T3Media Opens Up Its Media Licensing Platform, Letting Anyone Sell Photos Or Videos Online

Nowadays nearly everyone has a mobile device with a video and still camera on it, and nearly everyone puts the best of that media to the Internet, whether it be to post photos to Flickr or Facebook, or uploading videos to YouTube. But even though there’s a growing demand for more of this amateur and semi-professional content, there aren’t very many great tools for making it available to those who want to license and use it.

That could change, with the release of T3Media’s Paya platform, which will provide a self-serve marketplace to let anyone make his or her content licensable. Using Paya, content creators will be able to ingest content from various platforms where it already exists — such as YouTube, Vimeo, Flickr, and Facebook — and add “buy” links to it, quickly and easily.

It also lets sellers set their own licensing terms and pricing. But the best part is that sellers take 80 percent of all sales. That’s a great number when compared to other platforms, which generally take more than half of all licensing revenue as their cut.

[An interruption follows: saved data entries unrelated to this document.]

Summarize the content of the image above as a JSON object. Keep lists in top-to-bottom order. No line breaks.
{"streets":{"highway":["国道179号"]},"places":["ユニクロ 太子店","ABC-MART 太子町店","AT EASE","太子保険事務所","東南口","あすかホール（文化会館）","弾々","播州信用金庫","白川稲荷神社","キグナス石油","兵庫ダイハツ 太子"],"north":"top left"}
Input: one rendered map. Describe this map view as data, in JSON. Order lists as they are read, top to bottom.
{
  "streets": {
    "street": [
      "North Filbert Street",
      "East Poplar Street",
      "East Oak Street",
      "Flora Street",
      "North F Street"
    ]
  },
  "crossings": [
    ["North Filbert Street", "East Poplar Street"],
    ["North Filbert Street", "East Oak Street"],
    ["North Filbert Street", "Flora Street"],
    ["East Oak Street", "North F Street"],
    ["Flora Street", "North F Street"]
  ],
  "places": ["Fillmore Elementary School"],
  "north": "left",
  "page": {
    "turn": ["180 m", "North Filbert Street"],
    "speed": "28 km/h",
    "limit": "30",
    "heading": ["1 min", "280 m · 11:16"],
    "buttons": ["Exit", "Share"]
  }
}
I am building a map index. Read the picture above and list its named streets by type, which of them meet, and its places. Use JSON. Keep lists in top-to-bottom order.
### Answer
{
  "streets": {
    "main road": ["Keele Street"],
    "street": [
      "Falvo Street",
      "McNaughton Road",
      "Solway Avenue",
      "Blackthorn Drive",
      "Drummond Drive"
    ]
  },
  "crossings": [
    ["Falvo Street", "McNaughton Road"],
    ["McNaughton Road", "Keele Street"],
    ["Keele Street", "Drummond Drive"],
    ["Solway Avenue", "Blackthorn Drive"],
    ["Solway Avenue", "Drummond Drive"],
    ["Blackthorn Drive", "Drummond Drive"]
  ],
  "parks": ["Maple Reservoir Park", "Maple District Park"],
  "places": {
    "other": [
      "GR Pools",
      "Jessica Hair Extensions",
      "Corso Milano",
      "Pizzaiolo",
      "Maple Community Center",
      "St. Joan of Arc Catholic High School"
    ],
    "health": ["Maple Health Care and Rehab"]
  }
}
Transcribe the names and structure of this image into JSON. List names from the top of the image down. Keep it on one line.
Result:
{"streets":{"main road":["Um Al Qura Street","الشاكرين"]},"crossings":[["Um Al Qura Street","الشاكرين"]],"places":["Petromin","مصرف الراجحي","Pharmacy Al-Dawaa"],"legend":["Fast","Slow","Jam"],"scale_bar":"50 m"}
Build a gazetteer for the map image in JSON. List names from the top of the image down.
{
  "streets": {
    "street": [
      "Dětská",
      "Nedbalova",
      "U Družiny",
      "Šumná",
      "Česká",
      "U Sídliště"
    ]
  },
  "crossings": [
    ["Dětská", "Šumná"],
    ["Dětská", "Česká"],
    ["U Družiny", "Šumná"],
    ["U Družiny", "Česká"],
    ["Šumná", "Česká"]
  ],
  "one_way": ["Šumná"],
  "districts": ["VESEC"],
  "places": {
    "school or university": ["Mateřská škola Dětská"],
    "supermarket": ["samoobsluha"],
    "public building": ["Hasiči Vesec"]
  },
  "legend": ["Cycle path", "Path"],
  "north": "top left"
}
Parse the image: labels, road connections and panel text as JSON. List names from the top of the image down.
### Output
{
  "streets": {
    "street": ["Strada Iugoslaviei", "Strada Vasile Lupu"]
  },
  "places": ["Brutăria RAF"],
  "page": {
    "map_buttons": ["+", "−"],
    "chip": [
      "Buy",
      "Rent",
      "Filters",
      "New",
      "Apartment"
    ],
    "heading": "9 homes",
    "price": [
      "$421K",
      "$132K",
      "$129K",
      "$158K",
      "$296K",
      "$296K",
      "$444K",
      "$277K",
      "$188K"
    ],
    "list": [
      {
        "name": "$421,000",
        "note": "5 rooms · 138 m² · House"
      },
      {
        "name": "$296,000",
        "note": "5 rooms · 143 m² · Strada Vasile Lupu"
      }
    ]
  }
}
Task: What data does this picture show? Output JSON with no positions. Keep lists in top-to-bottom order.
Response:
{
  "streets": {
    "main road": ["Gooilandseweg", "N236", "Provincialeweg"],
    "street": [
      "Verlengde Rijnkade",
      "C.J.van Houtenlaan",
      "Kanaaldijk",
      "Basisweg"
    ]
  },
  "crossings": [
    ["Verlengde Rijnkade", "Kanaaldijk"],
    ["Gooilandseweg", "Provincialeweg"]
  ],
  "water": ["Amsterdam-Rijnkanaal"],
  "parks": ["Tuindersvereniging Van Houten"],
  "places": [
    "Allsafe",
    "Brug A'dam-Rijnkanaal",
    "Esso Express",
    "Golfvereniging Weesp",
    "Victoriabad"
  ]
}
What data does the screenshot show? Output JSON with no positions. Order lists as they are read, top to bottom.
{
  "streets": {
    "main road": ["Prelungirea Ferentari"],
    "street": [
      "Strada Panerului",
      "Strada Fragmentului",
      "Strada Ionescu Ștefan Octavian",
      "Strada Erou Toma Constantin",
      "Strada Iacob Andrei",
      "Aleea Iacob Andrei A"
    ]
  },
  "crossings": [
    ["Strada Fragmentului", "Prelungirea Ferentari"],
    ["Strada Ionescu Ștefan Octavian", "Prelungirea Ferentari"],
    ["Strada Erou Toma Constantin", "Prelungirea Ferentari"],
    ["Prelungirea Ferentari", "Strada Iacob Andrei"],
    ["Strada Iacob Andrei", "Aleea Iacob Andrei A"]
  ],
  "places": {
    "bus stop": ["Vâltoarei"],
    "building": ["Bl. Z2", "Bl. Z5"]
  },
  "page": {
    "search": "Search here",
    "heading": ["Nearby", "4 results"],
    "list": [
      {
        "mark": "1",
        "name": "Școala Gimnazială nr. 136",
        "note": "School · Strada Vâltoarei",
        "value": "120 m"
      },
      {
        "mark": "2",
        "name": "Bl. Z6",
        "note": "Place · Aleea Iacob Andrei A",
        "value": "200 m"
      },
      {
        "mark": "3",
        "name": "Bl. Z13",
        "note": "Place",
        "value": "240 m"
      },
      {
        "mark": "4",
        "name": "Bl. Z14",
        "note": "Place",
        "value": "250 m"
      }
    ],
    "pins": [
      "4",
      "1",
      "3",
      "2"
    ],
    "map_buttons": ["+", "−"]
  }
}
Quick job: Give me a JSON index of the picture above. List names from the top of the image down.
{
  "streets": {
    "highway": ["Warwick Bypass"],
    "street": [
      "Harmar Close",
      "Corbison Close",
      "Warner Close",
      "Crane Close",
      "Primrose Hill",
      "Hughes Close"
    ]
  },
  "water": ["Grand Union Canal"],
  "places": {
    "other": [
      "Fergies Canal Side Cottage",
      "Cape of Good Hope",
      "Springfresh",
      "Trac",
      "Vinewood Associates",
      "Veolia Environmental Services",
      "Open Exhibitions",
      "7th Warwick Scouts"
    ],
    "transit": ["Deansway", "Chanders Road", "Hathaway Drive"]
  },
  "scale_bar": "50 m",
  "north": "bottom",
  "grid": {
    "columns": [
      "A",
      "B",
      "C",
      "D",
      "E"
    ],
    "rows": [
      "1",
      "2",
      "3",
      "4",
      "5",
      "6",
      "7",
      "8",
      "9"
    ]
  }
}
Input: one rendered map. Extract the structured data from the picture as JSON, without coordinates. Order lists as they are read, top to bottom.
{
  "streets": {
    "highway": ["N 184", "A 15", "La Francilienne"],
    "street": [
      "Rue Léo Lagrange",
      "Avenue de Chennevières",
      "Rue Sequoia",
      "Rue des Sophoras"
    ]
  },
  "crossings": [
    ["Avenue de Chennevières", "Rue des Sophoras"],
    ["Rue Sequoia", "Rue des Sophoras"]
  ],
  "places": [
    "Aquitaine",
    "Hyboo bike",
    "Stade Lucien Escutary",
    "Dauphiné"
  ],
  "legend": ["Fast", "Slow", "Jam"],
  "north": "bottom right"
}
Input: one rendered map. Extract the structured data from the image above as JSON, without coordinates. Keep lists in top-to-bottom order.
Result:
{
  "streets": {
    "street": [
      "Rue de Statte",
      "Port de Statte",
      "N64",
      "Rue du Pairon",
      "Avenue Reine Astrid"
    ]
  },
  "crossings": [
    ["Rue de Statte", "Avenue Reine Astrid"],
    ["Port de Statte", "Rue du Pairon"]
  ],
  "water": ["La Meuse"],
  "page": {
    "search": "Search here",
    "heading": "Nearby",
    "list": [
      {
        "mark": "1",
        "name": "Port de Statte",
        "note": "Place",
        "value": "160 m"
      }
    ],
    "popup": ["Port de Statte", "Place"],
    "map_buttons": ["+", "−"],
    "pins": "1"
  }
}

T3Media — previously Thought Equity Motion — has spent the last several years delivering cloud-based content management and licensing for a number of major media companies, including the likes of Paramount, Sony Pictures, the NY Times, CBS News, the NCAA, National Geographic, and HDNet.

Now it’s opening up all the technology and infrastructure it’s built to support those clients, and coming to market with a product that will allow amateur and semi-professional content creators to also monetize their videos and photos. Paya, the platform it’s unveiling today, hopes to emerge as the largest index of licensable photo and video content worldwide.

Paya also provides a number of tools to help buyer discovery. While those who wish to license content can go to the Paya site to do so, T3Media recognizes that most video will be watched elsewhere, and photos are likely to be found on the origin site. So it provides an auto-tagging feature to instantly provide links on different pieces of content that funnel back to the licensing page.